The scope of this book is primarily a one of providing a foundational overview of living imago dei, yet under that umbrella, Anderson also offers a robust and corrective theology of vocation and education (learning).

Under the realm of vocation, I particularly benefited from this aspect that Catherine also brought up in her review of the book, and appreciated Catherine’s articulation of this:

“[P]erhaps the most profound section[s] of the book (and I hope the author writes more extensively on this topic in a future book, because I think she nailed it) is Anderson’s description of integrated identity.  That is, rather than chasing the have-it-all thing, or attempting to compartmentalize different facets of our identity, Anderson advocates a convergence and flourishing that comes from seeing our different callings and roles–from personal to professional, expressing our giftedness to accomplishing mundane tasks–as a chance to be the hands and feet of Christ, and to reflect the unity and wholeness of the Trinity.  And, she writes, when we love God with the fullness of our identities, and seek Him in every aspect of our lives, we will enjoy His peace and see those seemingly disparate parts of who we are “work together in beautiful coordination for our good and His glory.”  I love the way she puts this:

The fact that I am a woman, that I am a mother, that I am a writer—even where I live—all work together to enable me to image God in a more complex, more brilliant way than if my identity were simply one-dimensional.  So even as we strive for wholeness, we do not reach it by diminishing the multidimensional nature of our lives.  We find it through the complexity of them.  We find wholeness as each facet is cut to capture and reflect the radiance of Christ Himself.”

As God has shifted my paradigms of theology of vocation and Biblical womanhood over recent years, I’ve come to accept and appreciate this sort of “integrated identity” in myself. Because of my many interests (not all of which can be explored during this particular season, or even during any one particular life season, really), I’ve come to terms with seeing myself as a “renaissance soul,” a concept explored in the secular book by the same name (my review here). And in reality, we are all renaissance souls, as perhaps no one is gifted or called to simply one realm giftedness and ability over the course of a lifetime. But this exploration is particularly helpful to Christian women who have often been relegated to seeing their identity as a “one-dimensional caricature” of a rather superficial view of womanhood, at that.

Written for More

As Matthew L. Anderson shared in his back cover blurb, “Here is a book for women that has something to teach men. Made for More is wise and well-written, and I heartily commend it to everyone made in the image of God, male and female alike.”

This is a book that I want my children, both sons and daughters, to read. This is a book that I want my husband to read. (Thankfully he already has a good grasp on imago dei, and has not been afraid to learn theology or otherwise from women, either! :)) 

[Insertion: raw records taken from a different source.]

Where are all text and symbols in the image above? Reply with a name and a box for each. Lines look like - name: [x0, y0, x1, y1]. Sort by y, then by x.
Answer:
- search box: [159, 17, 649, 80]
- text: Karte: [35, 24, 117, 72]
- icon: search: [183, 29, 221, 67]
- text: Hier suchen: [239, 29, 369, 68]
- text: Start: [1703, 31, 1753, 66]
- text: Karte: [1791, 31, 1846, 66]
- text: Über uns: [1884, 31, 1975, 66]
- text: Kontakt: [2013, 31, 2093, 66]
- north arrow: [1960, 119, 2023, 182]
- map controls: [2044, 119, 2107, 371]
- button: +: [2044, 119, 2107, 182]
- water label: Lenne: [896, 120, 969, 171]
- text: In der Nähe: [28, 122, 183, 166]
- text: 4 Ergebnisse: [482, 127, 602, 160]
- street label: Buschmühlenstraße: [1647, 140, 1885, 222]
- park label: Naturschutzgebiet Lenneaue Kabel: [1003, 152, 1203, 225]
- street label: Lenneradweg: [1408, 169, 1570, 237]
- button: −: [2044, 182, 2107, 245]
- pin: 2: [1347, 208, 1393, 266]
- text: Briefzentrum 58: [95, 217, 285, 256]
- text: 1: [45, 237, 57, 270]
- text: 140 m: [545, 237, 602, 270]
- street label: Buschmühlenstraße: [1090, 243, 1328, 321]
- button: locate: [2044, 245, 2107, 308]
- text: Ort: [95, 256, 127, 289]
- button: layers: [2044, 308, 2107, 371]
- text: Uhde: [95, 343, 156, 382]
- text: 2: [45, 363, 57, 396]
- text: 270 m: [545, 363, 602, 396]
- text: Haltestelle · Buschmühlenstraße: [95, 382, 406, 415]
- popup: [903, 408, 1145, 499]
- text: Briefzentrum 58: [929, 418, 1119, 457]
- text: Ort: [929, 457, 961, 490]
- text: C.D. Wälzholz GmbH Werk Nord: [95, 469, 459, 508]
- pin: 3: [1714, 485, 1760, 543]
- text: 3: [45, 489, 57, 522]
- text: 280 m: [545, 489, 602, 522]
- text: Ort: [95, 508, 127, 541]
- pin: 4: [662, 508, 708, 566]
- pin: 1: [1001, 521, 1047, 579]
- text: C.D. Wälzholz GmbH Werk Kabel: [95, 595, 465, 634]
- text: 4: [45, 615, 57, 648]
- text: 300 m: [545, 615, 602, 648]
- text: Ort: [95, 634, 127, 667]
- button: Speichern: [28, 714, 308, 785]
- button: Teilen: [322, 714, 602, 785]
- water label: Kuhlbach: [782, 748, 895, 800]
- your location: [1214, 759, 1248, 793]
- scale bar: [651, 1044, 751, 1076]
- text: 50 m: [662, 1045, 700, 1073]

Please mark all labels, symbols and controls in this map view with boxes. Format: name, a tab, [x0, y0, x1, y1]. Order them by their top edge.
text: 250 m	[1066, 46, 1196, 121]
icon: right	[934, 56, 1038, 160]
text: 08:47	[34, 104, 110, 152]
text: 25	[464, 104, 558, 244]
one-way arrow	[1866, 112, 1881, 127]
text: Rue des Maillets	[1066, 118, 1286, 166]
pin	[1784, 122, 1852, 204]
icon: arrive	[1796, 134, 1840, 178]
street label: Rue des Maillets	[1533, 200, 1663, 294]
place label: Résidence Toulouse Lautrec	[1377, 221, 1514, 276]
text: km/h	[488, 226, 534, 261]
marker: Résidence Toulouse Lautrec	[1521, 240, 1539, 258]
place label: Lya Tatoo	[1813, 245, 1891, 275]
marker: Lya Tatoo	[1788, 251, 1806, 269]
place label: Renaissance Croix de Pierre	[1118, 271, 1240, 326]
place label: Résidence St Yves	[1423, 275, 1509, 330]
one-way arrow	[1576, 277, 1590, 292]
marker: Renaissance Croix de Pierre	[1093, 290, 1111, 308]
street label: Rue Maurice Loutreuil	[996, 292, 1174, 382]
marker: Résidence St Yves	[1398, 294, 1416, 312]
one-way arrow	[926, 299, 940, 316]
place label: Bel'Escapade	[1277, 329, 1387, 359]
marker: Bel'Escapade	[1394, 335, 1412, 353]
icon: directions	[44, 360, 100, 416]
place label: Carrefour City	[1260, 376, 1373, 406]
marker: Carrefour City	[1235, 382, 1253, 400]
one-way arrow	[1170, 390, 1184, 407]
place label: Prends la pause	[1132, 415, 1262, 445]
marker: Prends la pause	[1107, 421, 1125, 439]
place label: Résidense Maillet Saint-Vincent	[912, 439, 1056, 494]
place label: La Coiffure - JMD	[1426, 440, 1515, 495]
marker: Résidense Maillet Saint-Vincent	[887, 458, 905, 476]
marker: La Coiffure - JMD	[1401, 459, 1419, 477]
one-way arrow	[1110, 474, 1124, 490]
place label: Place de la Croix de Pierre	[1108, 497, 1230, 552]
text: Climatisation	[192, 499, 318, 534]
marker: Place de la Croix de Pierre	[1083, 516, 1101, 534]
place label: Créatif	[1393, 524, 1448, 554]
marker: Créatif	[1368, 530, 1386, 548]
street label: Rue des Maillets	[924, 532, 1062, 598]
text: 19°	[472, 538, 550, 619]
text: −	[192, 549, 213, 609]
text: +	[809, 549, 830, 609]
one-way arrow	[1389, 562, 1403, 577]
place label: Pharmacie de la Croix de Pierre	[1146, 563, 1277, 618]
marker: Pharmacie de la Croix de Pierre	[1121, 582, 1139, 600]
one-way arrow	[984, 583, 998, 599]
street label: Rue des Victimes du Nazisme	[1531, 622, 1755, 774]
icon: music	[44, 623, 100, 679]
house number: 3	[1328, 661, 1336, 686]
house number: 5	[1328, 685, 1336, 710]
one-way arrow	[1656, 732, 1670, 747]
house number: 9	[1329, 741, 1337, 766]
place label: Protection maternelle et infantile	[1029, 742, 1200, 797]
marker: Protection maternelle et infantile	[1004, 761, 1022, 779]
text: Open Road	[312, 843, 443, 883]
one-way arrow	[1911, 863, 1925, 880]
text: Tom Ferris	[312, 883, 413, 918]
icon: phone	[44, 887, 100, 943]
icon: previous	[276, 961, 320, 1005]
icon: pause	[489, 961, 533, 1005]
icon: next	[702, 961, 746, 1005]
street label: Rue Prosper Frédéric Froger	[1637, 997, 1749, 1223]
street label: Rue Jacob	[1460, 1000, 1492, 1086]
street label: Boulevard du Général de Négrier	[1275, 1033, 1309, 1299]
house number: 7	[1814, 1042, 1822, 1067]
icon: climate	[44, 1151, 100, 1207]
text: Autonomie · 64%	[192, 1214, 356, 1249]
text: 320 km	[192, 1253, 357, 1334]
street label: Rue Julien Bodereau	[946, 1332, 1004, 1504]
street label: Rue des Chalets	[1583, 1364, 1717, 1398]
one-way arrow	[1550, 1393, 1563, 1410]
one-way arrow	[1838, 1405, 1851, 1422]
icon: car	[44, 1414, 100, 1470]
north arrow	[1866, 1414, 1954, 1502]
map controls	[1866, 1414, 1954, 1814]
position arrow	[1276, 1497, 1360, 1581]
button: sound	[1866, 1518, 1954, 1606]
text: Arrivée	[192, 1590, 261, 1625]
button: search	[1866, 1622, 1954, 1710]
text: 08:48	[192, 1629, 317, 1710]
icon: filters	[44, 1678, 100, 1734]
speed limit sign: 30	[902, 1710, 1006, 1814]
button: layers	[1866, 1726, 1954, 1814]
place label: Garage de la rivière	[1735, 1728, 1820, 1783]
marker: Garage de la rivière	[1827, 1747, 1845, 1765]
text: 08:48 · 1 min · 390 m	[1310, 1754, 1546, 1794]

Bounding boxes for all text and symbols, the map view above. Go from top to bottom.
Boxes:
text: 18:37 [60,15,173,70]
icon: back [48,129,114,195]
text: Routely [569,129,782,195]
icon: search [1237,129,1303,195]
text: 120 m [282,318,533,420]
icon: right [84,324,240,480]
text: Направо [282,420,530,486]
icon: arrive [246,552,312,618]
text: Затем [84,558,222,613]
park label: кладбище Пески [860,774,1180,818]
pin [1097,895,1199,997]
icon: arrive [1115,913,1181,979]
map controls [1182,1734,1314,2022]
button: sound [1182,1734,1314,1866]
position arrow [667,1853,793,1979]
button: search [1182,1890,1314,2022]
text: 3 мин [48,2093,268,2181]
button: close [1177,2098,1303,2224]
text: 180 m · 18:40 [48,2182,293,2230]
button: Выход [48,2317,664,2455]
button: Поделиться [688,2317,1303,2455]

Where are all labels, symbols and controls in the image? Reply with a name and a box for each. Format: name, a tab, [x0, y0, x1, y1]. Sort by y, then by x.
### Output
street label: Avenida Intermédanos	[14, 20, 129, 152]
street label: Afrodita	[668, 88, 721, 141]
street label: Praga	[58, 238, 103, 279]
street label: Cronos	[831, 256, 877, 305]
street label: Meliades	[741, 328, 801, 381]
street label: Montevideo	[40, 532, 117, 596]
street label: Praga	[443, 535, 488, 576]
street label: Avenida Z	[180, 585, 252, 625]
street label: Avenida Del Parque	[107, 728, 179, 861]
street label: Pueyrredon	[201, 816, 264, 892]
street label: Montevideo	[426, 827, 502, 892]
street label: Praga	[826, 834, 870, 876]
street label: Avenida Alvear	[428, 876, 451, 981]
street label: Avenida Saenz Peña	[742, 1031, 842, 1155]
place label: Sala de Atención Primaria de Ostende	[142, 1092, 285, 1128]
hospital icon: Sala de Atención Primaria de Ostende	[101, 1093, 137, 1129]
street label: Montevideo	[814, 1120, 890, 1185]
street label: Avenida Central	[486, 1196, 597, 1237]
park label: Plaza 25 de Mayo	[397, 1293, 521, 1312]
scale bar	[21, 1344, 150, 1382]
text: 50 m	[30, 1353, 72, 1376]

This book was healing and hopeful, freeing and spiritually challenging, edifying and empowering, and bears an important message for all those who bear God’s image, which is all of us. Anderson writes with theological precision and academic accessibility, and demonstrates her own giftedness for writing in a way that promotes the human flourishing she speaks of in the book.

Assorted Excerpts

“Thankfully, He’s the kind of God who welcomes our questions, who can wrestle with us through the confusion and still bless us in the process. He is the kind of God who desires true faith, even at its weakest points, and looks for mustard seeds instead of mountains. He is the kind of God who delights in the plea, “Help my unbelief” and then holds on to us because we can’t hold on to Him anymore. He is the kind of God who can handle all our doubt, all our fear, all our questions if we will simply commit to letting Him.” (27)

“Instead of being fully formed, multi-dimensional people who radiate the complexity of God’s nature, we [mistakenly] become one-dimensional caricatures, as limited and superficial as the thing we have devoted ourselves to.” (50)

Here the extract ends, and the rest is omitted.